● EXERCISE GOAL
Restate the records exactly. Include all of them.

Dataset entries:
- Opening Delimiter -

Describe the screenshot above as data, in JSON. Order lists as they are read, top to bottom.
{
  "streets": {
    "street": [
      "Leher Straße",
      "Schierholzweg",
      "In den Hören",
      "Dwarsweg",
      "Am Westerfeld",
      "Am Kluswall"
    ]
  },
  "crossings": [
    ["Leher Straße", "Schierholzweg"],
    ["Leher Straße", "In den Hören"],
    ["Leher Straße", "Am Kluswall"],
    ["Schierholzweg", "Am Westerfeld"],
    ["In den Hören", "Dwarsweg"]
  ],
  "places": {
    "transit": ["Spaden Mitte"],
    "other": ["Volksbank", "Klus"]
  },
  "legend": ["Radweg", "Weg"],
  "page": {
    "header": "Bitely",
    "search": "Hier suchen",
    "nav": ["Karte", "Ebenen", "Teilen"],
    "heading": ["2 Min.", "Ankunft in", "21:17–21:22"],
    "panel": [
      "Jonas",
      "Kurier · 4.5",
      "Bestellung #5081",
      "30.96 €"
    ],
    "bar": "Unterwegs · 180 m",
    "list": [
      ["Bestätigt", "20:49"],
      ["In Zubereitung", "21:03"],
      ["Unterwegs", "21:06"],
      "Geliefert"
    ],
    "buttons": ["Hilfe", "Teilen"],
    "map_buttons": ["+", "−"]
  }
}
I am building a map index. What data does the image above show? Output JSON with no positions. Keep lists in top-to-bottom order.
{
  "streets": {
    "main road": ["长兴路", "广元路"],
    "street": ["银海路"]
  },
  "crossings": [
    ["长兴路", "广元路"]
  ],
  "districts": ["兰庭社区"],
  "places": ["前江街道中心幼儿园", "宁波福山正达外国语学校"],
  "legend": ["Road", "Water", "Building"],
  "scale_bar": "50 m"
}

- Closing Delimiter -

● TASK OUTPUT
Describe the screenshot above as data, in JSON. Order lists as they are read, top to bottom.
{
  "streets": {
    "street": [
      "Leher Straße",
      "Schierholzweg",
      "In den Hören",
      "Dwarsweg",
      "Am Westerfeld",
      "Am Kluswall"
    ]
  },
  "crossings": [
    ["Leher Straße", "Schierholzweg"],
    ["Leher Straße", "In den Hören"],
    ["Leher Straße", "Am Kluswall"],
    ["Schierholzweg", "Am Westerfeld"],
    ["In den Hören", "Dwarsweg"]
  ],
  "places": {
    "transit": ["Spaden Mitte"],
    "other": ["Volksbank", "Klus"]
  },
  "legend": ["Radweg", "Weg"],
  "page": {
    "header": "Bitely",
    "search": "Hier suchen",
    "nav": ["Karte", "Ebenen", "Teilen"],
    "heading": ["2 Min.", "Ankunft in", "21:17–21:22"],
    "panel": [
      "Jonas",
      "Kurier · 4.5",
      "Bestellung #5081",
      "30.96 €"
    ],
    "bar": "Unterwegs · 180 m",
    "list": [
      ["Bestätigt", "20:49"],
      ["In Zubereitung", "21:03"],
      ["Unterwegs", "21:06"],
      "Geliefert"
    ],
    "buttons": ["Hilfe", "Teilen"],
    "map_buttons": ["+", "−"]
  }
}
I am building a map index. What data does the image above show? Output JSON with no positions. Keep lists in top-to-bottom order.
{
  "streets": {
    "main road": ["长兴路", "广元路"],
    "street": ["银海路"]
  },
  "crossings": [
    ["长兴路", "广元路"]
  ],
  "districts": ["兰庭社区"],
  "places": ["前江街道中心幼儿园", "宁波福山正达外国语学校"],
  "legend": ["Road", "Water", "Building"],
  "scale_bar": "50 m"
}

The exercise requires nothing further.